Dans son Article (Ouest-France du jeudi 22 août 2002), Dany Dano parle de Saint Gobrien en ces termes:

Saint Gobrien: un village autour de l'ermitage

Saint Servant sur Oust est marqué par l'installation, au début du VIIIe siècle de Gobrien, évêque de Vannes, venu se retirer comme ermite aux bords de l'Oust. Après son    décès en 725, il est canonisé par la vox populi et, autour de ma chapelle et de son tombeau s'élève le village de Saint Gobrien, peut-être le siège de la première paroisse.

Au XIe siècle, grâce à la célébrité de Saint Gobrien, Saint Servant sur Oust devient le siège d'un doyenné du diocèse de Vannes, dit le Porhoët vannetais, qui, avec 465 paroisses, s'étend du Blavet à Saint Marcel et de l'Oust à Colpo. Érigée en commune, Saint   Servant sur Oust dépend d'abord de Guégon, puis, en 1801, du canton de Josselin. Lieu de chouannerie comme tout le pays josselinais, la bourgade est qualifiée par Le Falher de « Boulevard le plus inaccessible de l'insurrection morbihannaise ».

Village de Saint Servant, Saint Gobrien abrite une petite chapelle en forme de croix latine, édifiée à l'époque romane par les fidèles de Saint Gobrien. Celui-ci, fils d'une riche famille d'émigrés irlandais, par sa sainteté était doté par Dieu du don de guérir le mal des  Ardents (brûlures) et autres maux de ce genre et nombreux étaient les malades qui affluaient vers lui, à Vannes dans l'espoir d'être soulagés. Voyant cela, les notables de Vannes prirent peur et prièrent le saint homme d'aller exercer ses talents ailleurs.

Sept fois le tour du tombeau et marié dans l'année.
Il réunit donc ses affaires sur le parvis de la cathédrale vannetaise, les bénit et leur dit: « Habitants de Vannes, par charretées, vous viendrez me voir ». Telles furent ses paroles lorsqu'il se retira dans cet endroit sauvage sur les bords de l'Oust. C'est là qu'il construisit dès son arrivée, en 717, un oratoire en bois. Vers l'an 1000, ses fidèles bâtirent sur cet emplacement une chapelle en pierre, aujourd'hui la chapelle de Saint Gobrien.
La forme générale de la chapelle est celle d'une croix latine, avec une sacristie autour du chœur, une tour carrée auprès du transept Nord, le long de la nef.

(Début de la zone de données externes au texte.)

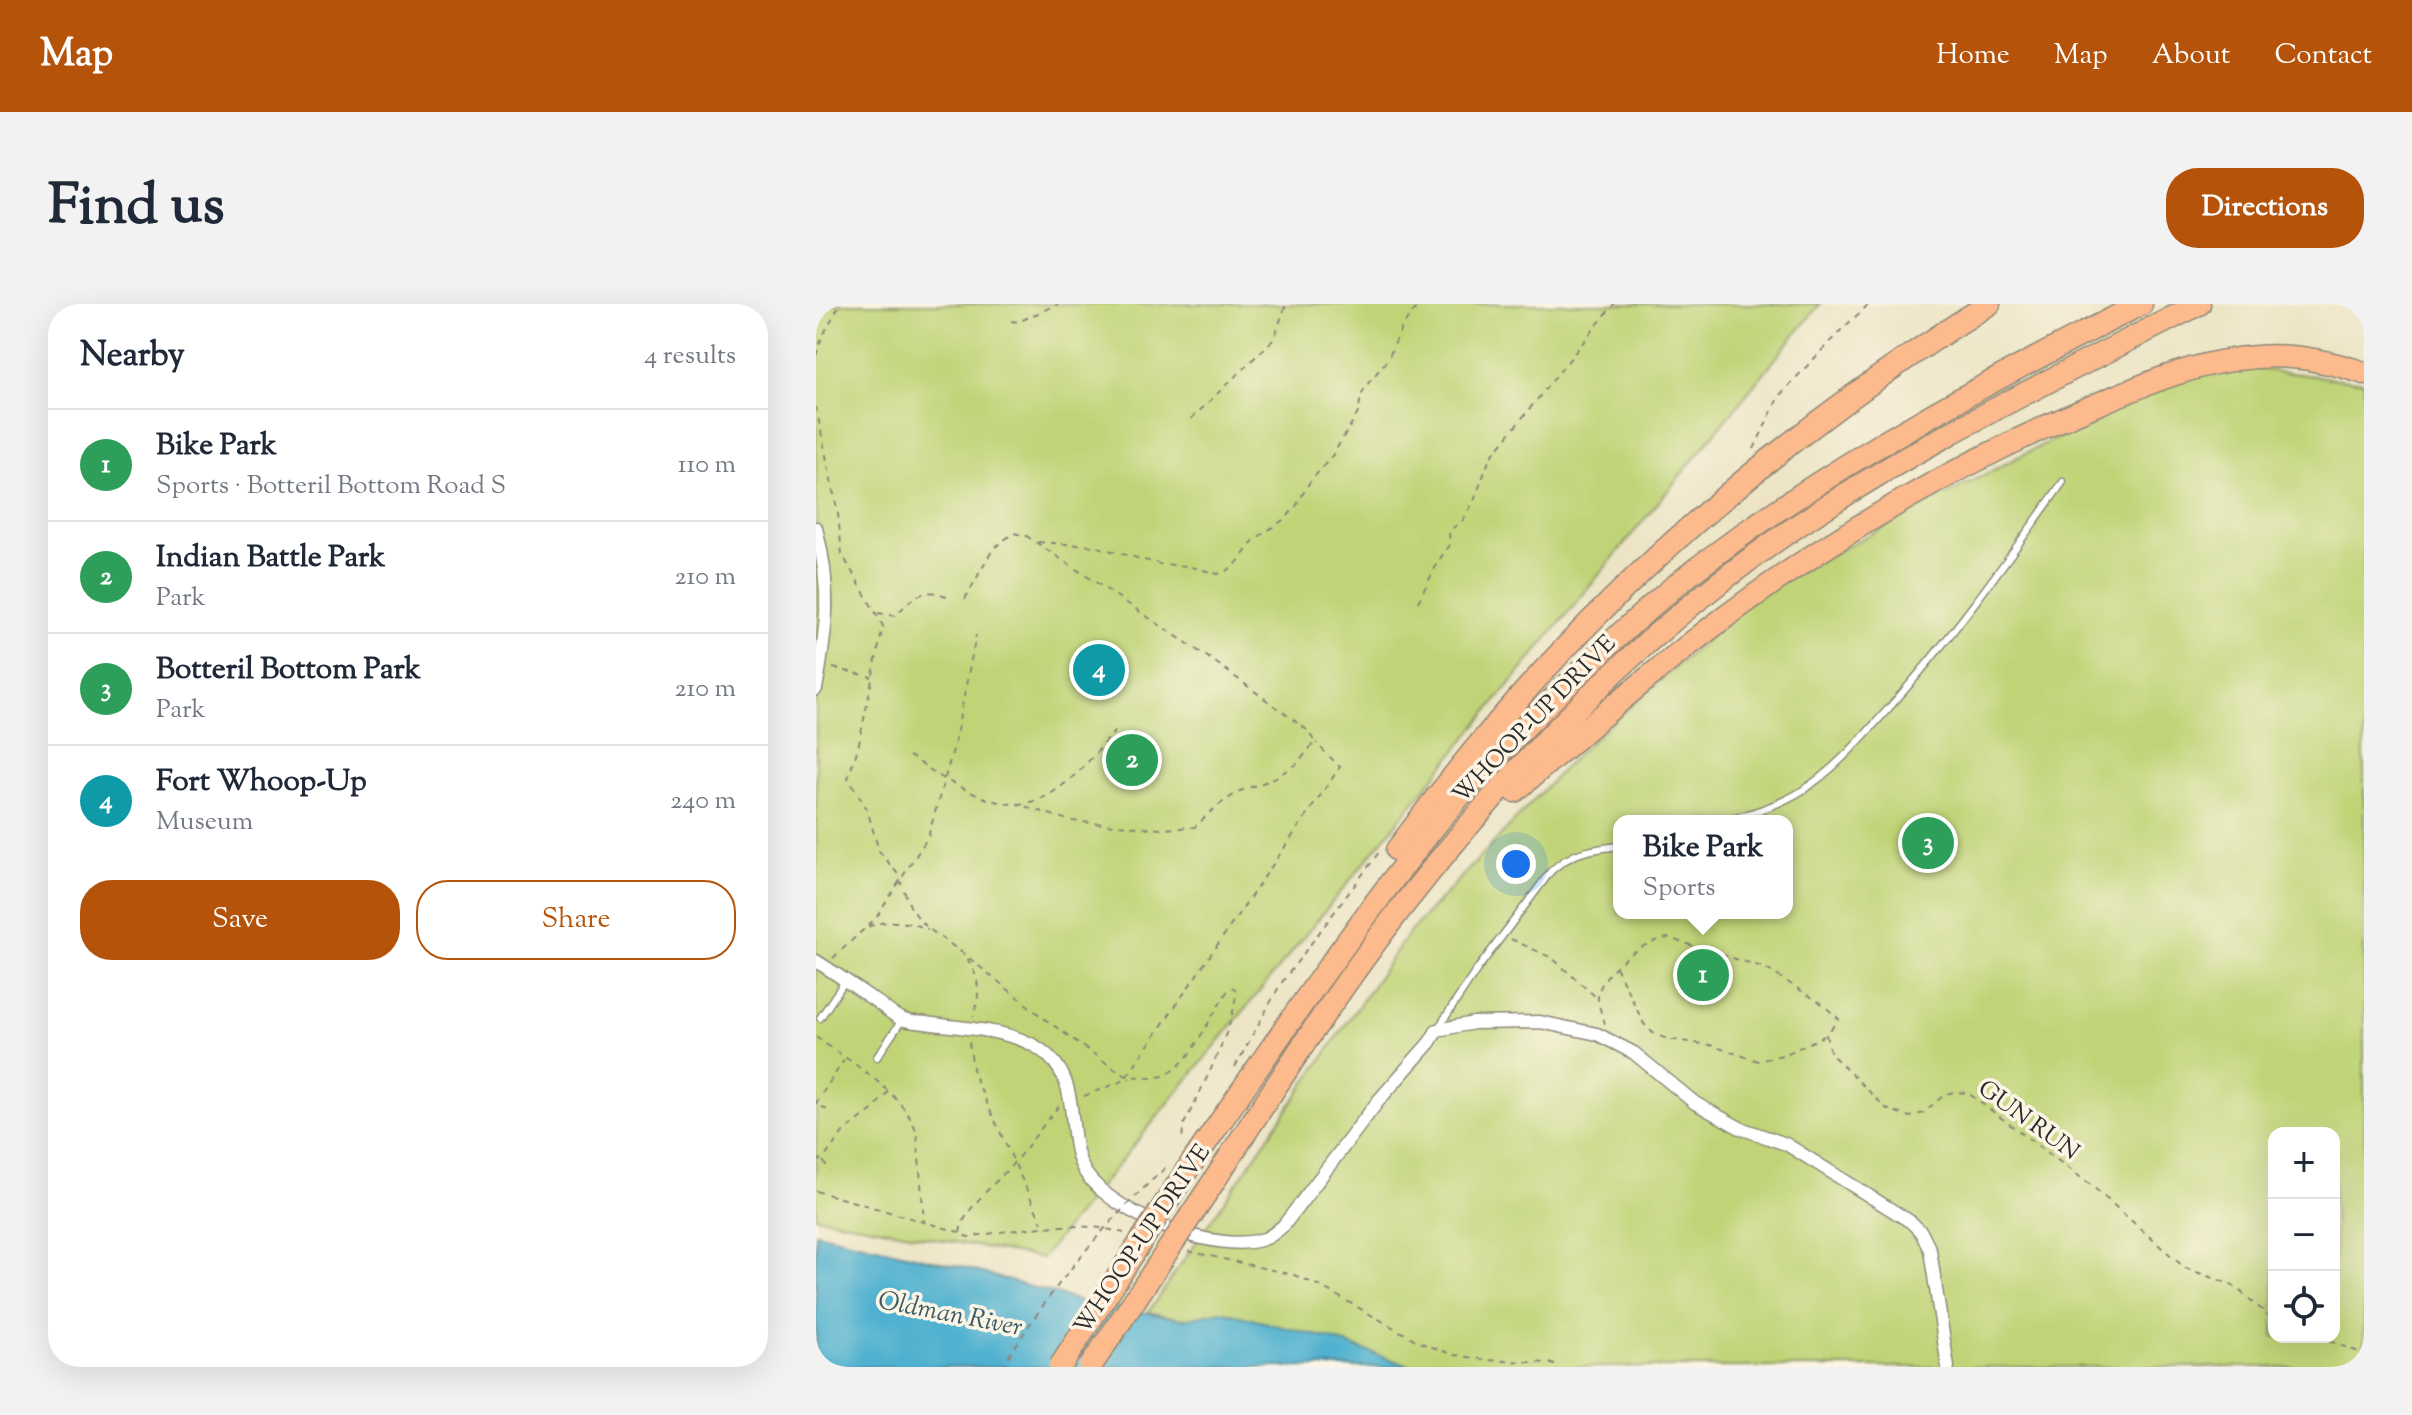 <!DOCTYPE html>
<meta charset="utf-8">
<style>
:root{--surface:#fff;--page:#f2f2f3;--text:#1f2937;--muted:#747a83;--line:#e0e1e3;--accent:#b45309}
body{margin:0;font-family:"Sorts Mill Goudy",serif;background:var(--page);color:var(--text)}
.controls{position:absolute;right:24px;bottom:24px;display:grid;overflow:hidden;border-radius:16px;box-shadow:0 8px 32px #0002}
.controls button{width:72px;height:72px;display:grid;place-items:center;padding:0;border:0;border-bottom:2px solid var(--line);background:var(--surface);color:var(--text);font:40px sans-serif}
.you{position:absolute;left:700px;top:560px;width:28px;height:28px;margin:-20px;border:6px solid #fff;border-radius:50%;background:#1a73e8;box-shadow:0 0 0 12px #1a73e833}
.badge{display:grid;place-items:center;width:52px;height:52px;border-radius:50%;background:var(--accent);color:#fff;font-size:26px;font-weight:700}
.pin{position:absolute;translate:-50% -50%;border:4px solid #fff;box-shadow:0 2px 8px #0006}
.popup{position:absolute;left:797px;top:511px;width:180px;height:104px;box-sizing:border-box;display:grid;place-content:center;border-radius:16px;background:var(--surface);filter:drop-shadow(0 2px 6px #0005);font-size:26px;white-space:nowrap;color:var(--muted)}
.popup b{font-size:30px;color:var(--text)}
.popup::after{content:'';position:absolute;left:50%;top:100%;margin-left:-16px;border:16px solid transparent;border-top-color:var(--surface)}
.list{margin:0;padding:0;list-style:none}
h2{display:flex;justify-content:space-between;align-items:center;height:104px;margin:0;padding:0 32px;font-size:34px}
h2 small{font-size:26px;font-weight:400;color:var(--muted)}
.list li{display:grid;grid-template-columns:52px 1fr auto;gap:24px;align-items:center;box-sizing:border-box;height:112px;padding:0 32px;border-top:2px solid var(--line)}
.list b{display:block;font-size:30px;white-space:nowrap}
.list p{margin:0;font-size:26px;white-space:nowrap;color:var(--muted)}
.list em{font-size:26px;font-style:normal;color:var(--muted)}
.actions{display:flex;gap:16px;padding:24px 32px}
.actions a{flex:1;padding:18px 0;border:2px solid var(--accent);border-radius:32px;text-align:center;font-size:28px;color:var(--accent)}
.actions .main{background:var(--accent);color:#fff}
.icon{flex:none;width:44px;height:44px;fill:none;stroke:currentColor;stroke-width:2;stroke-linecap:round;stroke-linejoin:round}
.map{position:relative;flex:none;width:1548px;height:1063px;overflow:hidden;border-radius:32px}
header{display:flex;align-items:center;gap:48px;box-sizing:border-box;height:112px;padding:0 40px;background:var(--accent);color:#fff}
header strong{font-size:38px}
nav{display:flex;gap:44px;margin-inline-start:auto;font-size:28px}
.intro{display:flex;align-items:center;justify-content:space-between;box-sizing:border-box;height:192px;padding:0 48px}
h1{margin:0;font-size:56px}
.button{padding:20px 36px;border-radius:32px;background:var(--accent);color:#fff;font-size:28px;font-weight:700}
main{display:flex;gap:48px;padding:0 48px}
aside{flex:1;background:var(--surface);border-radius:32px;box-shadow:0 8px 32px #0002}
.map>svg:first-child{display:block}
.green{fill:#c0d477;stroke:#768051;stroke-width:2;fill-rule:evenodd}
.water{fill:#50b1cf;stroke:#3e6e7d;stroke-width:2}
.lines{fill:none;stroke-linecap:round;stroke-linejoin:round}
.lane-casing{stroke:#8c8878;stroke-width:9}
.street-casing{stroke:#8c8878;stroke-width:15}
.highway-casing{stroke:#8c8878;stroke-width:25}
.path{stroke:#8c8878;stroke-width:2;stroke-dasharray:6 6;stroke-linecap:butt}
.lane{stroke:#fff;stroke-width:6}
.street{stroke:#fff;stroke-width:12}
.highway{stroke:#fcba8d;stroke-width:22}
.highway-bridge-casing{stroke:#8c8878;stroke-width:25;stroke-linecap:butt}
.path-bridge{stroke:#8c8878;stroke-width:2;stroke-dasharray:6 6;stroke-linecap:butt}
.highway-bridge{stroke:#fcba8d;stroke-width:22}
.labels{text-anchor:middle;dominant-baseline:central;stroke-width:7;stroke-linejoin:round;paint-order:stroke}
.street-label{font-size:24px;fill:#2b2b2b;stroke:#fcf5e5}
.water-label{font-size:26px;font-style:italic;fill:#385a64;stroke:#fcf5e5}
</style>
<header>
<strong>Map</strong>
<nav><a>Home</a><a>Map</a><a>About</a><a>Contact</a></nav>
</header>
<div class="intro"><h1>Find us</h1><a class="button">Directions</a></div>
<main>
<aside>
<h2>Nearby<small>4 results</small></h2>
<ul class="list">
<li><span class="badge" style="background:#2e9e5b">1</span><div><b>Bike Park</b><p>Sports · Botteril Bottom Road S</p></div><em>110 m</em></li>
<li><span class="badge" style="background:#2e9e5b">2</span><div><b>Indian Battle Park</b><p>Park</p></div><em>210 m</em></li>
<li><span class="badge" style="background:#2e9e5b">3</span><div><b>Botteril Bottom Park</b><p>Park</p></div><em>210 m</em></li>
<li><span class="badge" style="background:#0f9aa8">4</span><div><b>Fort Whoop-Up</b><p>Museum</p></div><em>240 m</em></li>
</ul>
<div class="actions"><a class="main">Save</a><a>Share</a></div>
</aside>
<div class="map">
<svg width="1548" height="1063" viewBox="0 0 1548 1063">
<rect width="100%" height="100%" fill="#fcf5e5"/>
<filter id="ink" filterUnits="userSpaceOnUse"><feTurbulence type="fractalNoise" baseFrequency=".0125" numOctaves="2"/><feDisplacementMap in="SourceGraphic" scale="16" xChannelSelector="R" yChannelSelector="G"/><feConvolveMatrix kernelMatrix="1 2 1 2 8 2 1 2 1" color-interpolation-filters="sRGB"/></filter>
<filter id="wash" filterUnits="userSpaceOnUse"><feTurbulence type="fractalNoise" baseFrequency=".006" numOctaves="4" result="noise"/><feDisplacementMap in="SourceGraphic" scale="32" xChannelSelector="R" yChannelSelector="G"/><feGaussianBlur stdDeviation="1.8" result="paint"/><feColorMatrix in="noise" values="0 0 0 0 0 0 0 0 0 0 0 0 0 0 0 0 0 1.4 0 .05"/><feComposite in="paint" operator="in"/></filter>
<g filter="url(#wash)">
<rect width="100%" height="100%" fill="#ece4c4"/>
<g class="green">
<polygon points="0,0 1004,0 226,954 0,913"/>
<path d="M1400,60l148,18v977l-13,8h-940l-263,-55 260,-378 170,-181 185,-163 265,-138zM803,517h168v92h-168zM1458,829h60v204h-60z"/>
</g>
<polygon class="water" points="0,929 146,963 263,997 367,1015 405,1007 518,1036 598,1063 0,1063"/>
</g>
<g filter="url(#ink)">
<g class="lines">
<defs>
<g id="lane">
<path d="M910,517c25,-8 51,-15 74,-29 35,-22 61,-53 88,-83 64,-71 119,-149 175,-227"/>
<polyline points="4,714 29,677"/>
<path d="M623,723l37,-56 75,-100c22,-20 39,-21 68,-25"/>
<polyline points="61,753 86,716"/>
</g>
<g id="street">
<path d="M0,224c16,61 11,100 0,161"/>
<path d="M0,657c21,13 40,27 61,41 7,5 16,14 25,17 8,4 21,3 30,5 32,4 78,6 106,24 50,32 23,90 49,127 29,40 129,80 177,64 8,-3 13,-8 20,-14l95,-125 51,-58 7,-12 37,-7 66,-1 57,12 37,19 61,50 45,25 46,16 125,78 10,10 9,18 18,117"/>
</g>
<g id="highway">
<path d="M699,487c68,-59 137,-119 209,-173 108,-81 232,-153 355,-206 57,-24 115,-51 178,-55 35,-3 74,5 107,16"/>
<path d="M581,546c160,-221 361,-401 592,-546"/>
<path d="M371,866c78,-113 156,-228 242,-337 38,-48 81,-92 125,-135 52,-51 103,-101 162,-144 132,-99 278,-175 425,-250"/>
<path d="M398,877c61,-94 122,-189 191,-278 108,-138 232,-266 376,-366 131,-91 277,-160 418,-233"/>
</g>
</defs>
<use href="#lane" class="lane-casing"/>
<use href="#street" class="street-casing"/>
<use href="#highway" class="highway-casing"/>
<g class="path">
<polyline points="195,17 202,18 242,0"/>
<polyline points="0,52 6,33 24,0"/>
<path d="M0,103l22,107 4,40 41,72 -25,122 -10,30 19,31 12,42 18,22 13,33 9,13 10,10 35,25 82,66 73,52 8,4 24,2 12,-2 15,-9 13,-15 37,-62 4,-3 3,2c6,27 -39,110 -52,137l-1,16"/>
<polyline points="375,115 458,35 470,0"/>
<polyline points="938,145 963,92 1023,28 1053,0"/>
<polyline points="222,238 278,242 343,260 372,262 402,270 412,266 421,259 438,236 470,214 479,204 493,179 516,152 542,109 545,92 550,82 572,55 586,23 603,0"/>
<polyline points="149,295 177,245 197,229 209,231 399,358 491,426 499,438 481,460 455,476 424,487 401,502 379,523 345,525 255,517 202,500"/>
<polyline points="602,298 623,256 634,241 633,227 647,216 658,197 674,154 798,0"/>
<path d="M62,309l18,3c14,-17 28,-31 52,-19"/>
<polyline points="17,364 56,373"/>
<path d="M93,452c13,7 24,17 37,24 20,10 47,25 71,24 42,-2 73,-45 98,-73"/>
<path d="M52,623c19,-9 41,-5 60,2"/>
<polyline points="695,635 736,654 781,694"/>
<polyline points="17,654 60,614 112,533 138,442 160,331"/>
<path d="M151,655c13,20 14,35 6,58"/>
<polyline points="800,663 828,720 837,729 851,735 894,741 942,757 970,750 1008,732"/>
<path d="M789,720c-2,-8 -7,-18 -7,-25 -1,-26 47,-60 70,-61l97,30 56,35 18,16 -13,16 5,19 56,55 23,8 13,-4 21,-18 9,-3 15,1 124,93 93,82 48,17 41,35"/>
<path d="M0,733c35,26 86,53 101,96l7,88"/>
<polyline points="153,738 158,771 226,919"/>
<polyline points="419,763 464,681 564,547"/>
<polyline points="311,772 524,463 500,439"/>
<polyline points="268,792 314,774"/>
<path d="M243,802c-15,17 -28,37 -43,54 -15,20 -55,49 -56,74l8,3c53,-8 104,-18 156,-4"/>
<polyline points="11,806 0,799 28,756"/>
<polyline points="7,857 14,867"/>
<polyline points="0,858 9,853 28,827 55,807 72,788"/>
<polyline points="345,868 352,861"/>
<polyline points="0,887 143,928"/>
<polyline points="372,947 478,971 504,982 605,1039 639,1051 671,1056 733,1059 744,1063"/>
<polyline points="1502,1033 1548,1050"/>
</g>
<use href="#lane" class="lane"/>
<use href="#street" class="street"/>
<use href="#highway" class="highway"/>
<defs>
<g id="highway-bridge">
<polyline points="244,1063 371,866"/>
<polyline points="274,1063 398,877"/>
</g>
</defs>
<use href="#highway-bridge" class="highway-bridge-casing"/>
<path class="path-bridge" d="M186,1063c44,-71 97,-139 159,-195"/>
<use href="#highway-bridge" class="highway-bridge"/>
</g>
</g>
<g class="labels">
<g class="street-label">
<text transform="translate(719 416) rotate(-46)">WHOOP-UP DRIVE</text>
<text transform="translate(1212 817) rotate(36)">GUN RUN</text>
<text transform="translate(327 936) rotate(-56)">WHOOP-UP DRIVE</text>
</g>
<g class="water-label">
<text transform="translate(134 1011) rotate(11)">Oldman River</text>
</g>
</g>
</svg>
<div class="controls">
<button>+</button>
<button>−</button>
<button><svg class="icon" aria-label="locate" viewBox="0 0 24 24"><circle cx="12" cy="12" r="6"/><path d="M12 2v4M12 18v4M2 12h4M18 12h4"/></svg></button>
</div>
<div class="you"></div>
<div class="pin badge" style="left:887px;top:671px;background:#2e9e5b">1</div>
<div class="popup"><b>Bike Park</b>Sports</div>
<div class="pin badge" style="left:316px;top:456px;background:#2e9e5b">2</div>
<div class="pin badge" style="left:1112px;top:539px;background:#2e9e5b">3</div>
<div class="pin badge" style="left:283px;top:366px;background:#0f9aa8">4</div>
</div>
</main>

C'est ici que les pèlerins en route vers Saint Jacques de Compostelle ou de la Terre Sainte s'abritaient. Il    pouvaient dormir à l'étage, et c'est également dans cette partie que les malades assistaient à la messe, ils étaient séparés des autres fidèles par une grille en bois, encore visible aujourd'hui.

Au-dessus de la voûte, de l'autre côté, apparaissent les bustes de Vannes et sa femme et, à droite de la grille, un grand baptistère en pierre qui servait aux baptêmes par immersion. Devant la balustrade du chœur, se trouve le tombeau moderne de Saint Gobrien, consistant en une pierre plate sur maçonnerie. La légende dit que la personne réalisant 7 fois le tour du sépulcre sera mariée dans  l'année…. Beaucoup ont essayé.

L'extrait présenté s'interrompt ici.